Professor Wong has been analysing census data dating to 1921 to track the impact of immigration on Hong Kong’s economic development. He has identified three waves and drawn parallels and comparisons between them to show the impact of each wave.
The first wave came before the Second World War, when people could traverse the Mainland border with relative ease. “There was a small local population, but most people were men who came from the Mainland, laboured here and went back to their hometown. The elites among them worked with British companies and set up local stores. That would be the beginning of the city,” he said.
Rapid growth with second wave
The second wave came in the 1940s and 1950s, after the end of the war and China’s 1949 revolution. From 1945 to 1951, Hong Kong’s population nearly quadrupled from about 600,000 to 2.3 million.
“Most of the arrivals came from Guangdong province, while a smaller group were from all over China. These were mostly businessmen and professionals who were sometimes euphemistically lumped together as ‘people from Shanghai’,” he said. “They brought a variety of skills – manufacturing, shipping, movie-making, banking – and they began to do business in Hong Kong with labour from workers who mostly had come from Guangdong province. This created rapid economic growth largely based on export-oriented manufactured goods.”
The demography of this group also differed from the first wave. Both men and women came, they were relatively young, and their average family sizes were large. As their children grew into young adults, they boosted Hong Kong’s industrial labour force of the 1960s and 1970s.
The third and current wave started with China’s opening in 1978. Initially, there was a rush of 300,000 new immigrants due to Hong Kong’s ‘touch base’ policy that allowed them to stay if they reached the city. The policy ended in 1980 and was followed by a more orderly daily quota for family renewal that started at 75 per day and later increased to 150. This quota has been filled largely through cross-border marriages.

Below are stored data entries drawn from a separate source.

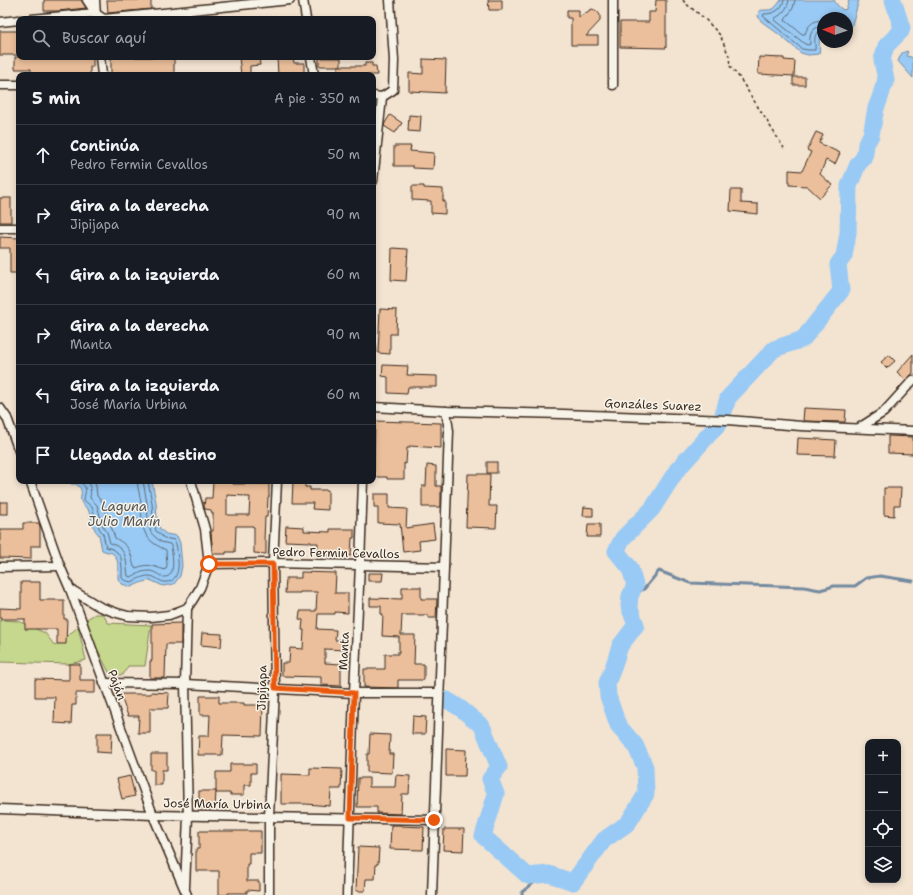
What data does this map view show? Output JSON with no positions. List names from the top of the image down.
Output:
{
  "streets": {
    "street": [
      "Gonzáles Suarez",
      "Pedro Fermin Cevallos",
      "Manta",
      "Paján",
      "Jipijapa",
      "José María Urbina"
    ]
  },
  "crossings": [
    ["Pedro Fermin Cevallos", "Manta"],
    ["Pedro Fermin Cevallos", "Jipijapa"],
    ["Manta", "José María Urbina"],
    ["Paján", "José María Urbina"],
    ["Jipijapa", "José María Urbina"]
  ],
  "water": ["Laguna Julio Marín"],
  "north": "left",
  "page": {
    "search": "Buscar aquí",
    "heading": ["5 min", "A pie · 350 m"],
    "list": [
      ["Continúa", "Pedro Fermin Cevallos", "50 m"],
      ["Gira a la derecha", "Jipijapa", "90 m"],
      ["Gira a la izquierda", "60 m"],
      ["Gira a la derecha", "Manta", "90 m"],
      ["Gira a la izquierda", "José María Urbina", "60 m"],
      "Llegada al destino"
    ],
    "map_buttons": ["+", "−"]
  }
}
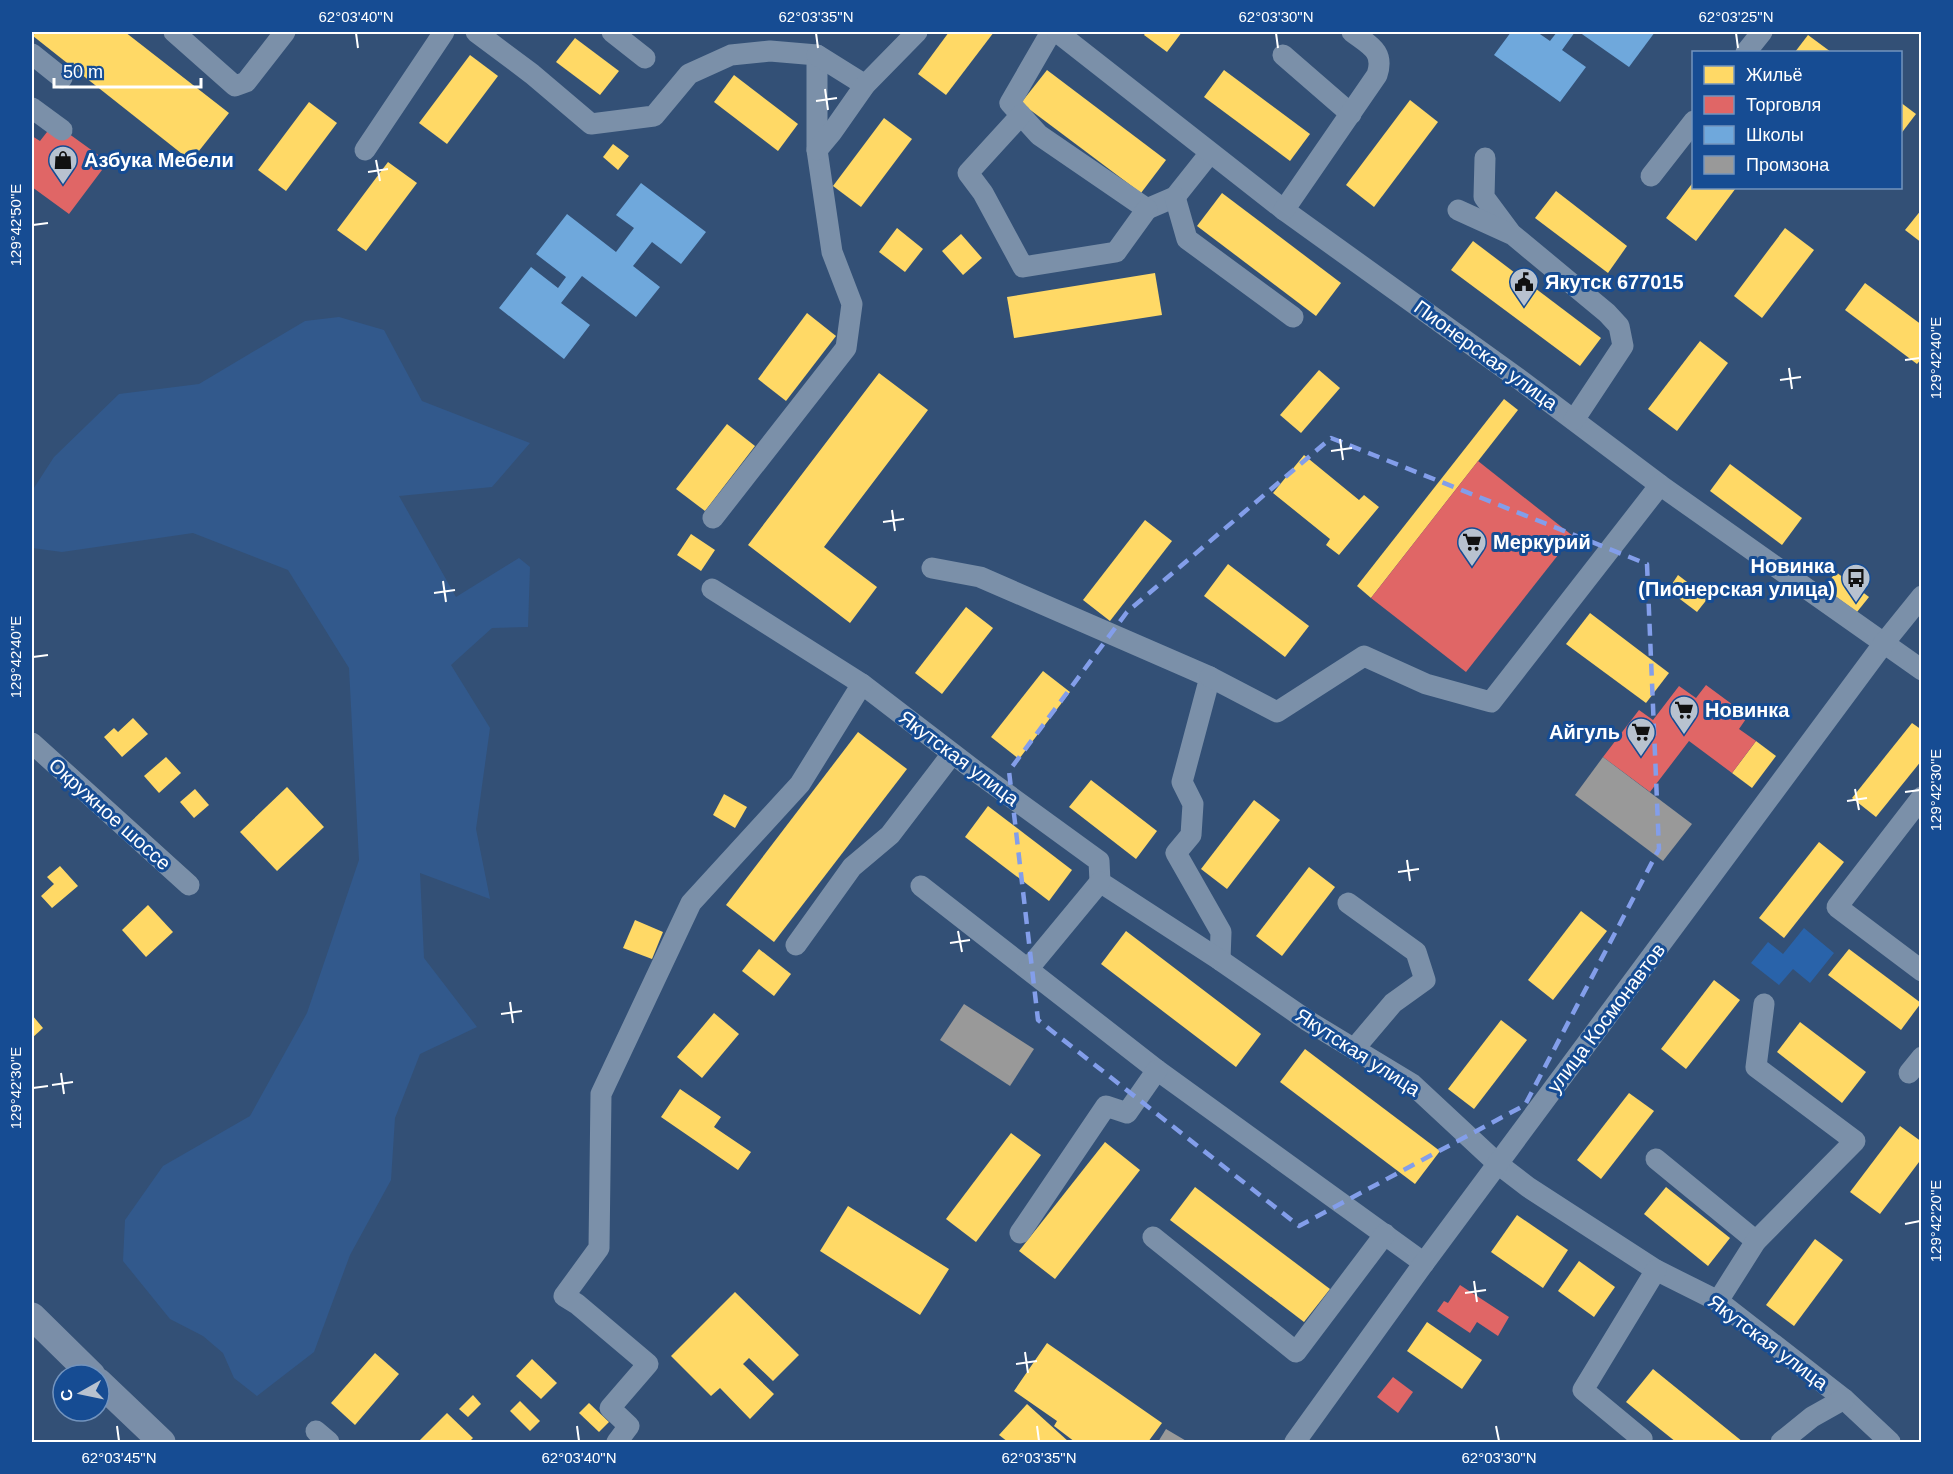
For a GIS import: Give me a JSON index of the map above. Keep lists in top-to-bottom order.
{
  "streets": {
    "street": [
      "Пионерская улица",
      "Якутская улица",
      "Окружное шоссе",
      "улица Космонавтов"
    ]
  },
  "crossings": [
    ["Пионерская улица", "улица Космонавтов"],
    ["Якутская улица", "улица Космонавтов"]
  ],
  "places": {
    "shop": ["Азбука Мебели"],
    "public building": ["Якутск 677015"],
    "supermarket": ["Меркурий", "Новинка", "Айгуль"],
    "bus stop": ["Новинка (Пионерская улица)"]
  },
  "legend": [
    "Жильё",
    "Торговля",
    "Школы",
    "Промзона"
  ],
  "scale_bar": "50 m",
  "north": "left",
  "coordinates": [
    "62°03'40\"N",
    "62°03'35\"N",
    "62°03'30\"N",
    "62°03'25\"N",
    "129°42'50\"E",
    "129°42'40\"E",
    "129°42'30\"E",
    "129°42'20\"E",
    "62°03'45\"N"
  ]
}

“This third wave of immigrants has been heavily dominated by women who have relatively less schooling than the post-war generation. But they have subsequently become important for Hong Kong’s labour force,” Professor Wong said, filling jobs such as security guards, waitresses and gas station attendants, particularly in the New Territories. But many now occupy skilled and professional jobs.

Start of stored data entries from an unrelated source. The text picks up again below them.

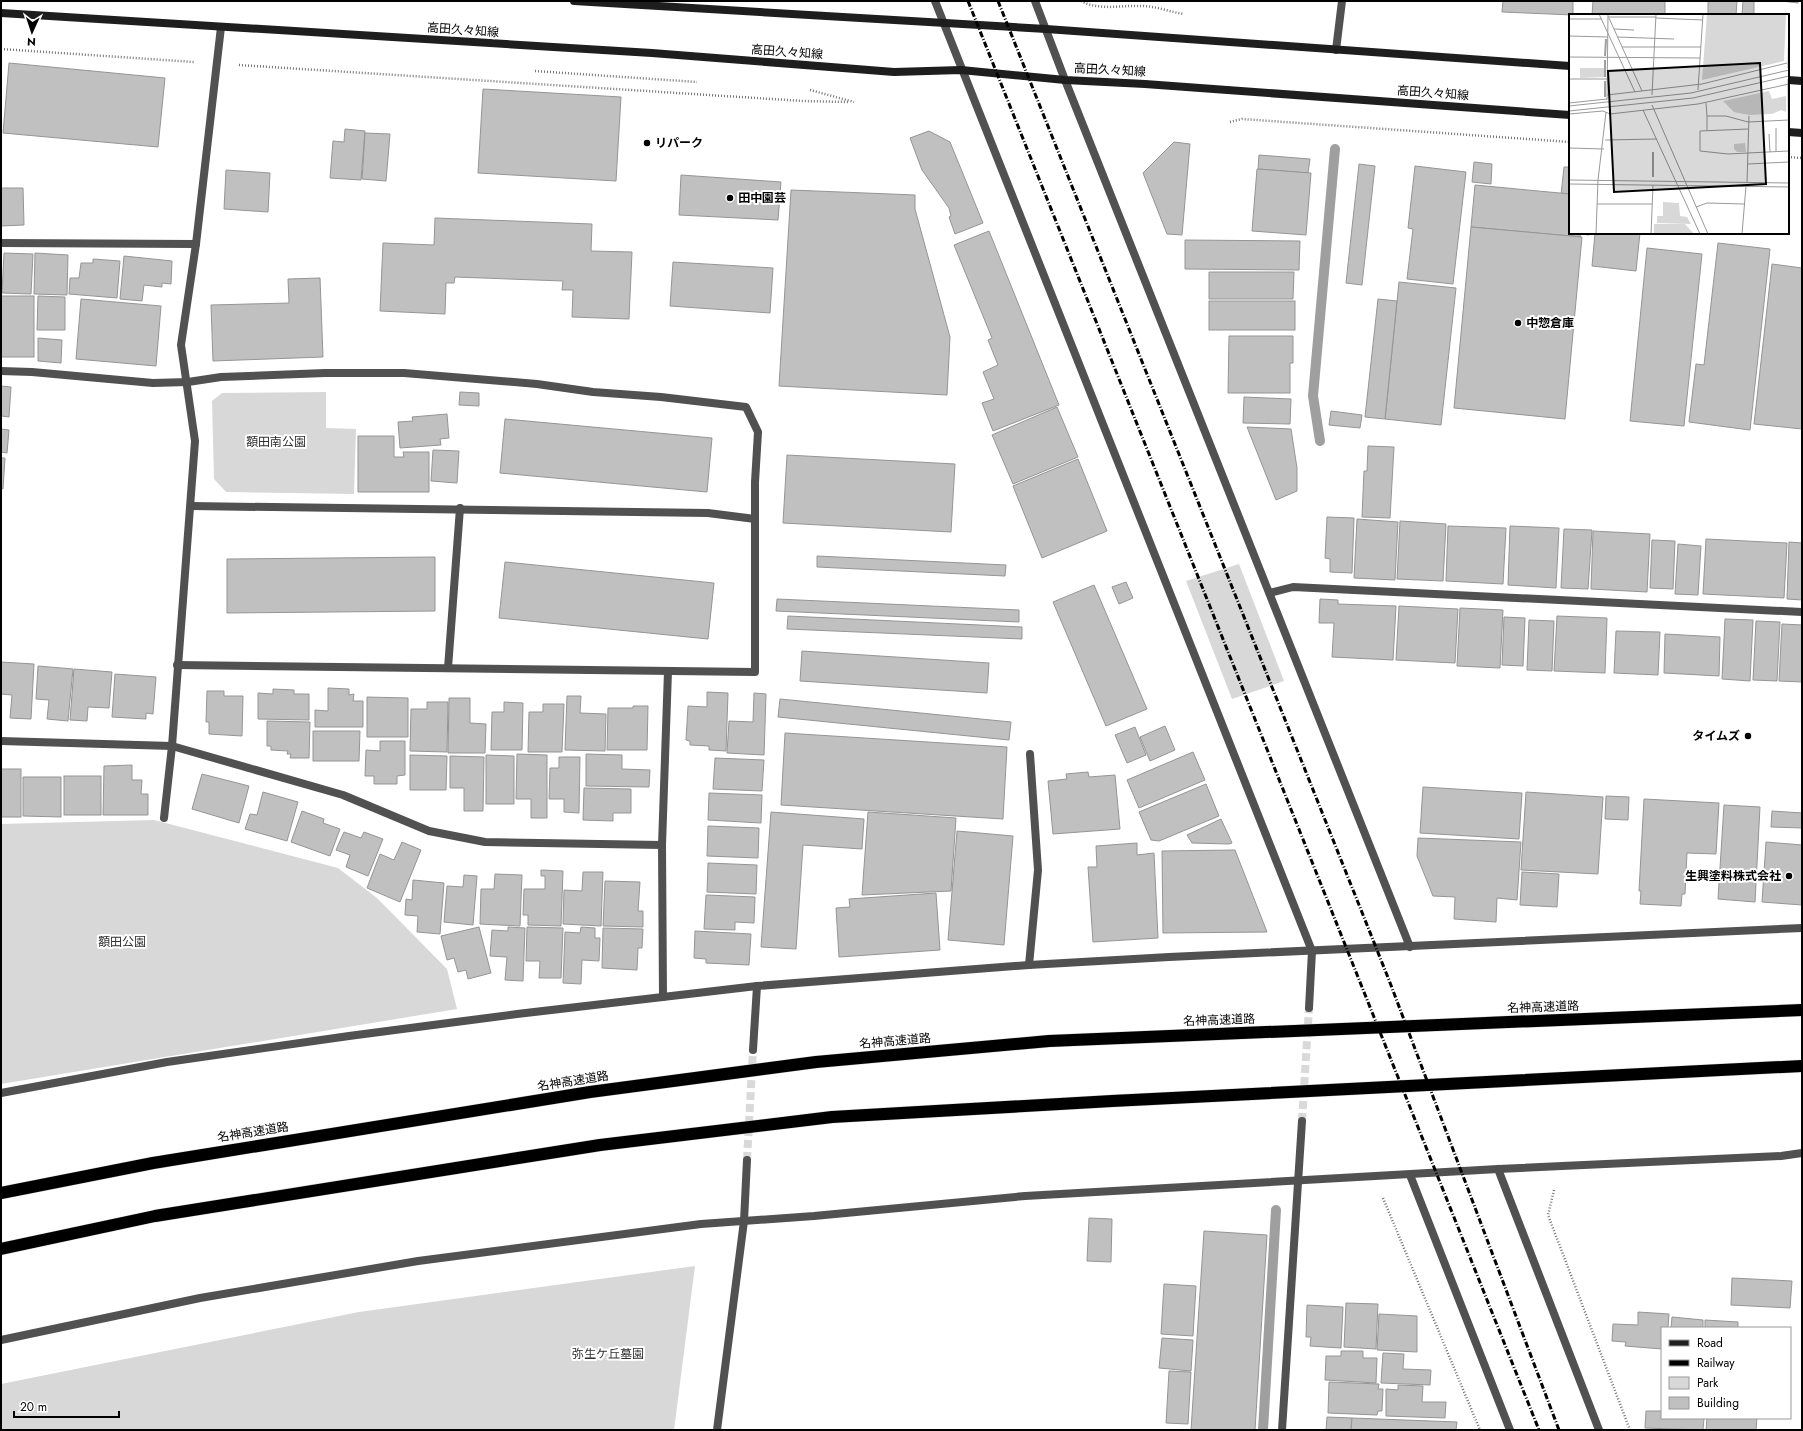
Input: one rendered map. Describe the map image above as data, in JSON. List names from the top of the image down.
{
  "streets": {
    "highway": ["名神高速道路"],
    "main road": ["高田久々知線"]
  },
  "parks": ["額田南公園", "額田公園", "弥生ケ丘墓園"],
  "places": [
    "リパーク",
    "田中園芸",
    "中惣倉庫",
    "タイムズ",
    "生興塗料株式会社"
  ],
  "legend": [
    "Road",
    "Railway",
    "Park",
    "Building"
  ],
  "scale_bar": "20 m",
  "north": "bottom"
}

China’s opening in 1978 has brought a steady flow of immigrants into Hong Kong. In 1996 they constituted 13.2 per cent of the population, 14.5 per cent of the labour force, and contributed 10.3 per cent of total earned income. By 2016, they were 22.3 per cent of the population, 23.8 per cent of the workforce, and producing 16.5 per cent of total earned income.
(Source: Hong Kong By-Census Sample Datasets)
Part of Hong Kong’s fabric
The youthfulness and labour participation rate of recent immigrants set them apart from local residents. Between 1996 and 2016, 43 per cent of recent immigrants were of the prime working age of 25–44 against only 26 per cent of the non-immigrant population. And 55.6 per cent were participating in the labour force, against 51.3 per cent among the rest of the population.
“If we had not had a constant stream of recent immigrants, the ratio of elderly to working age population would have been even worse and our economic performance would have been more challenging,” Professor Wong said.
He draws comparisons with Japan. In 2015, about 22 per cent of Hong Kong’s working age population was elderly (65 or above). When Japan reached this level in 1995, it coincided with the onset of economic stagnation that has persisted to this day.
“The two events are not coincidental but in fact intimately related. Today, Japan’s elderly population is 47 per cent of its working age population. By 2030, Hong Kong will reach this stage.” The answer, he believes, is to continue to look to immigrants to sustain Hong Kong’s labour force and to consider ways of scaling up efforts to attract quality immigrants. And to remember that immigrants are part of Hong Kong’s fabric.
“Very often politicians complain about this third wave as competing for public resources. But the important thing to remember is that they are members of a household in which overwhelmingly one of the members is local. They have migrated here for family reunion,” he said.
If we had not had a constant stream of recent immigrants, the ratio of elderly to working age population would have been even worse and our economic performance would have been more challenging.